THE SITUATION OF WASTE IN NEPAL
Ever wondered where all of your household waste ends up?
According to the Central Bureau of Statistics of Nepal, 2,232.7 metric tonnes of garbage was collected by municipalities on average in 2019 to 2020 from households, institutions, business / commercial complexes, and restaurants, among others.
With urbanization increasing at an alarming rate, managing the ever-increasing amount of waste produced by households has been a big challenge in Nepal. In fact, most of the wastes generated in municipalities are not adequately managed, creating serious health and environmental hazards, especially in the lower income areas.
The Status of Waste Collection in Nepal
Wastes collected in Nepal are usually categorized into three types – organic waste, inorganic waste, and other waste.

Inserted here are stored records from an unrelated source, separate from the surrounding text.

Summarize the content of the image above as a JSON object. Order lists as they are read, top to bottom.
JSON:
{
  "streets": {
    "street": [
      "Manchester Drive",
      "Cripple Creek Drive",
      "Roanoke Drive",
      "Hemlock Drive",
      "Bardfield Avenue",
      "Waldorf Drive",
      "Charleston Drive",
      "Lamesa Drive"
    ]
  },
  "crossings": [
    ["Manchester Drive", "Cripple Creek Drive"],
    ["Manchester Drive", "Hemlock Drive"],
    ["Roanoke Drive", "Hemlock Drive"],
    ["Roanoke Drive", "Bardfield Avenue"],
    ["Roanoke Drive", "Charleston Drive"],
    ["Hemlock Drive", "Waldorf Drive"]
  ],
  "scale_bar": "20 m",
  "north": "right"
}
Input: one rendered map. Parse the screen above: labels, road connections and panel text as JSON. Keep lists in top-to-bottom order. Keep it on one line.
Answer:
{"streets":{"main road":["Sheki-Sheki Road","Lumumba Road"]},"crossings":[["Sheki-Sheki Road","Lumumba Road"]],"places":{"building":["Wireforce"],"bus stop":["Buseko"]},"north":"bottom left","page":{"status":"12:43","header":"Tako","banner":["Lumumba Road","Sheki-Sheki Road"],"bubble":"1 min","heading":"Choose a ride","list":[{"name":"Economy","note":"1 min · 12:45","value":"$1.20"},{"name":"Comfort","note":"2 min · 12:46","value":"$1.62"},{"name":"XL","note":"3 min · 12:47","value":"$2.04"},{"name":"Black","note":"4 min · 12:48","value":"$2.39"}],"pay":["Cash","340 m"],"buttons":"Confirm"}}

Organic wastes include paper, textile, and agricultural waste whereas inorganic consists of plastics, glass, metal, rubber, and minerals. Any waste that doesn’t come under these categories are considered other wastes.
Based on past research, most wastes collected are organic at 54%, followed by inorganic waste at 33.3%, and the remaining 12.7% categorized as other wastes.
Since there is an extremely low percentage of people who segregate waste, all the waste is collected into the same area. Furthermore, due to lack of manpower, municipalities use unsustainable methods of waste management:
48.6% of municipalities use landfills
32.1% manage waste by burning them
27.4% dump on the riverbanks
The Consequences of Unregulated Waste Management
Due to such haphazard methods of waste management, people living nearby usually suffer from headaches, diarrhea, respiratory problems, skin diseases, and more.
These improper waste management methods also cause a negative impact on the surrounding environment, making agricultural soil infertile, polluting the aquatic ecosystem, and emitting foul odours to name a few.
The Way Forward
The above waste management techniques are not sustainable and pose a major threat to the population of Nepal. Major cities have been creating awareness about the segregation of solid waste at the source, however, the implementation hasn’t been very successful so far.
With governmental support and initiatives sorely lacking, one way forward is the private waste management industry which is where we come in.
Waste Concern not only collects and manages waste correctly, we also focus our efforts towards building resilient infrastructure, promoting inclusive and sustainable industrialization, and fostering innovation in our sector. We also actively promote sustainable consumption and production patterns through awareness campaigns in our communities.
By working together with other organizations such as upcyclers, we also seek to create meaningful partnerships that will lead the country to sustainable development.